Stress is like the common cold. But from a motivational perspective, everyone agrees that stress is healthy to a certain degree. If there’s too little stimulation from daily life issues, you may feel listless and bored. But on the opposite end, when targets are too tight, burnout starts. Therefore, identifying the optimal stress level for good performance is an individual quality.
What one person deems a challenge, another may find an unnecessary burden. However, it’s a fine line between the two.
Stress at an optimal level can spur the youth to the highest achievements. Let’s recall the many times when you delivered the best result when you were most involved and challenged. Recall as much as possible. Now write down some of the qualities that stimulate you to high performance. What are the qualities of your environment? What pressures or deadlines keep you on your toes? What task energises you or improves your moods or bores you? What sort of help do you need?
Researchers say emotional states of how we feel and perform are related to our internal system of dealing with daily pressures and challenges. Some key issues about the spectrum of stress that need to be kept in mind are:
Burnout: Here you are barely functioning. You batteries are running low, like a clock that’s losing time. You can’t concentrate anymore. You are exhausted at the beginning of every day. You are about to break down.
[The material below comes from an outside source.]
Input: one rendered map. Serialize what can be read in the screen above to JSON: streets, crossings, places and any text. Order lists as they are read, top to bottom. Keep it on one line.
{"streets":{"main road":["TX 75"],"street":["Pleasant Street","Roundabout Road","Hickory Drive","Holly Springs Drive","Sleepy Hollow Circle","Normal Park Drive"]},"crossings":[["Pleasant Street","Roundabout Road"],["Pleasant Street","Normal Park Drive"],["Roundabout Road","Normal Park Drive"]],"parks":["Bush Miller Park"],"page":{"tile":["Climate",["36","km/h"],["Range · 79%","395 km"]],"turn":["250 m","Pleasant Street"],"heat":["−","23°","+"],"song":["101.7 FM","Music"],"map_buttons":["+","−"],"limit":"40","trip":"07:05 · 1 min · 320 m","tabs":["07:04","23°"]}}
Distress: You are just able to mange, but it really takes a lot out of you. You are jaded at the end of the day and it’s getting more and more difficult to bounce back the next day.
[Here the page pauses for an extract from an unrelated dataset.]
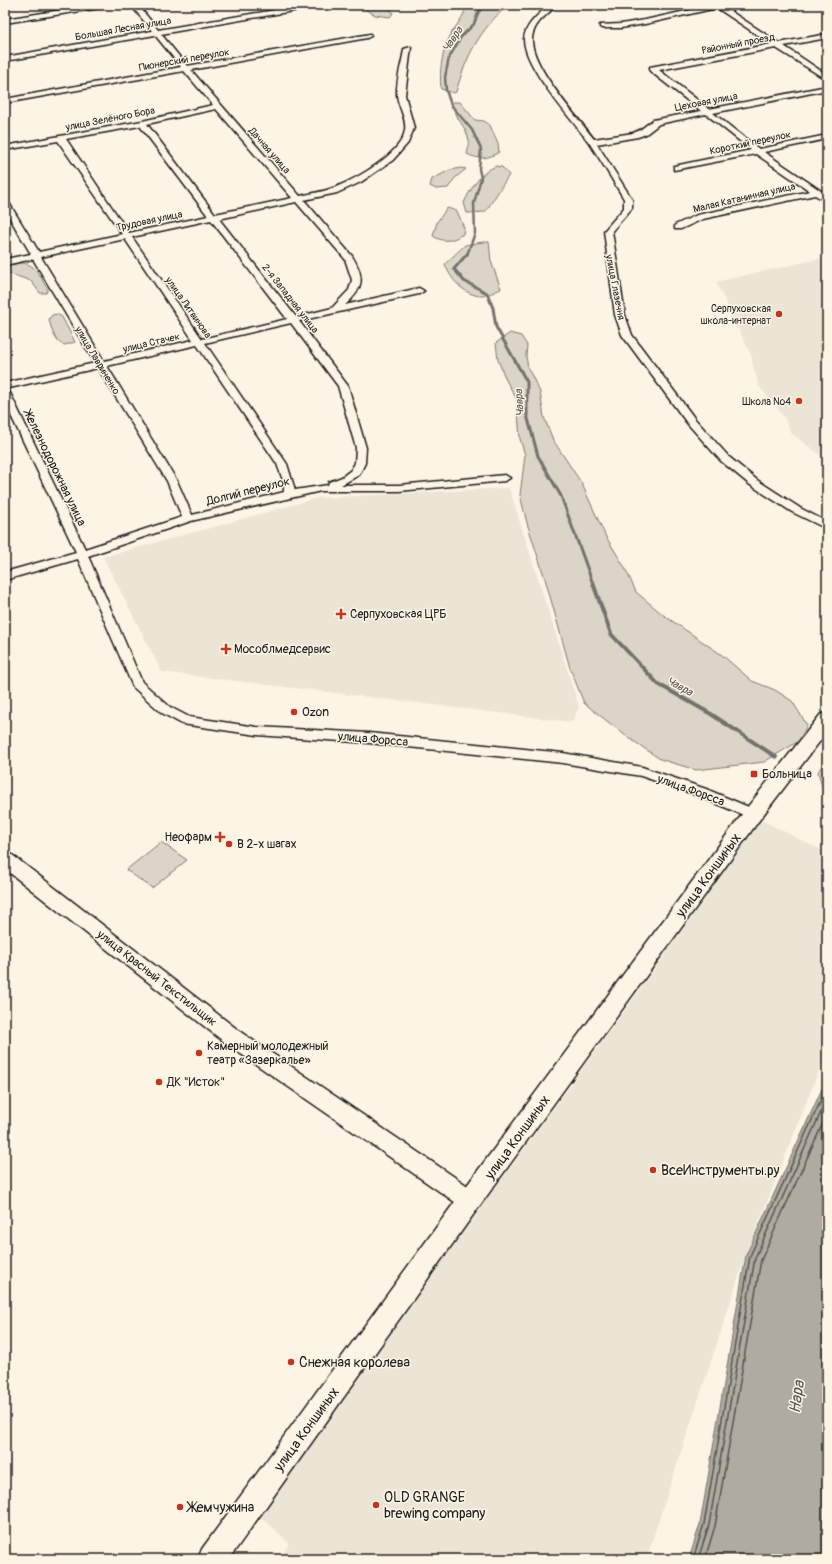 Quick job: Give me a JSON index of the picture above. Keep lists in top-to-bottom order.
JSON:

Harmony and balance. You are well, coping a lot better. You may feel tired at the end of the day but you are able to rebound without any distress.
High performance. You feel energised, not drained, at the end of the day. You are enthusiastic and full of energy. You feel neutral and turned on by what you are doing.
Most of the time, we oscillate between the balanced and the distress states. Have you ever felt that you were right at the edge of being overwhelmed by difficult events? Then, you are already quite familiar with the terminology and your response to situations that disrupt or threaten your physical or psychological functioning.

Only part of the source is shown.